Ever feel like you keep having to relive the same trials time and time again? Keep getting mad about the same things? Keep bouncing checks? Keep missing appointments? The list is endless. Life seems one trial after another.

One more trip around the mountain. Will I get it this time?

After 95% of the original Israelites were dead, the promised land finally came into view.

Oh, Lord, don't let it be that way with me. Help me to learn Your lessons by at least... the third... maybe fourth time around?

After three grueling weeks, I managed to drag myself out of bed this morning, determined to get back into the habit of having an early morning quiet time with God. I know better than to let that time slip. Every thing simply goes awry when I don't carve out that predawn hour to sit quiet, listen for His call, and take in his words like honey on warm toast. How could I allow myself to start each day without filling myself? Haven't I learned by now I need His sustenance to make it in this life?

I sat at my desk, groggy eyed and empty headed, too early for even my thoughts to start their swarming. "Well?" I ask after downing half my first cup of coffee. As a response to the quiet, I open my journal and write, "Lord help me get back into a routine. The past three weeks have been a blur. I feel like my free time has been squeezed of all excess like a damp rag. I'm weary and I'm begging for a short rest. A time to recollect myself."
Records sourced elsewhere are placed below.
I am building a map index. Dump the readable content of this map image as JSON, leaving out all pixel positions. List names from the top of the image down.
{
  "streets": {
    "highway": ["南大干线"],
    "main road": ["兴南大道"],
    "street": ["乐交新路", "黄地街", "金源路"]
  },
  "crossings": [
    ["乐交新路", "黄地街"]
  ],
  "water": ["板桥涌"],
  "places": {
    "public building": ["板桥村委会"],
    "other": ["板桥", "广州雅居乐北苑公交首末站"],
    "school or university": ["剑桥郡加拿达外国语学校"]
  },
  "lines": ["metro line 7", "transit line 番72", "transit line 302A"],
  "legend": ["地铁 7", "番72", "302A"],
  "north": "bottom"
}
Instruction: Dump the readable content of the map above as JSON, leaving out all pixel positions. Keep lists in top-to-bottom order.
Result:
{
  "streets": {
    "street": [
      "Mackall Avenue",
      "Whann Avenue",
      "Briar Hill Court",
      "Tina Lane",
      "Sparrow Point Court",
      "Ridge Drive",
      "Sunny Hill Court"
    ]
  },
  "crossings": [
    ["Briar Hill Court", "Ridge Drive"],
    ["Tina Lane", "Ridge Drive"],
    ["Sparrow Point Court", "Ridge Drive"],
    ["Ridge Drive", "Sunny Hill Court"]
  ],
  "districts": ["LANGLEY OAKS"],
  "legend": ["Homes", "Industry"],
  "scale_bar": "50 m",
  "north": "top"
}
I've talked before about John Eldredge's book Walking With God on this blog. This is one book you can not race through. It's one that needs to be savored, re-savored and yet again, savored at least once more.

I heard, "Fall. Third entry."

And it sounded familiar, something I'd visited before. The title read, Until God Becomes Our All, and of course, I've savored this morsel a few times.

You see, I've been struggling with several things: changes, disappointments, readjustment, family... to name a few. The job I'd hoped for didn't come through. So I was bummed. Life itself, ever moving and revolving brings its own changes in relationships, events, time constraints. The job I do have has changed drastically and it's been a struggle to keep up. During all this, my eyes once again moved off my steady rock and onto the wildly lapping waves around me. But at least I didn't sink completely this time. No eye-to-eye moments with a tuna. Not this time.

Yet the distance grows, and will keep growing if I don't throw out my arms and plead, "Catch me, daddy!"

Eldredge wrote, "We see God as a means to an end rather than the end
itself. God as the assistant to our life versus God as our life. We don't see
the process of our life as coming to the place where we are fully his and he is
our all. And so we are surprised by the course of events.

It's not that God doesn't want us to be happy. He does. It's just that he
knows that until we are holy, we cannot really be happy. Until God has become
our all, and we are fully his, we will continue to make idols of the good things
he gives us."

And isn't it easy, when everything is going smooth, and life is good and you need shades the world is so bright. And we slip on those shades and color our vision until He's not the center anymore, but all the things we THINK make us happy and complete.

Such as the job we want.
That perfect relationship.
Perfect, well-behaved kids who are acing all their classes.

He wants these things for us as well, but not at the cost of our relationship with Him.

In Philippians 4:12, Paul says, "I know what it is to be in need, and I know what it is to have plenty. I have learned the secret of being content in any and every situation, whether well fed or hungry, whether living in plenty or in want."

That secret, my friends, is found in making God our all. Eldredge also wrote: "As long as our happiness is tied to the things we can lose, we are vulnerable."

Our happiness needs to be tied into the fact that He loves us, no matter what's going on. He loves us even when we don't get the job we want. He loves us even when our kids are fighting and we join in the fray. He loves us when we are being less than kind and caring to each other. He loves us. He loves us and He has our best interest at heart. He only ask to be the center of ours.

Then, as Paul summed up, "I can do everything through him who gives me strength." vs. 13.

I can do everything. Nothing will hinder me. Nothing will separate me from the love he has for me. A love that is wide and far reaching, that goes deep and past my fingertips high. There's no boundaries to it. No end. No beginning. We don't have to earn it. It's just there.

He loves me.
He love you.
forever and ever and ever, amen.

1 comment:

  1. Wow, Jackie. Wonderful words of wisdom. And so true, HE is life. Truth is so simple we miss it.

    Have a wonderful day in the Lord.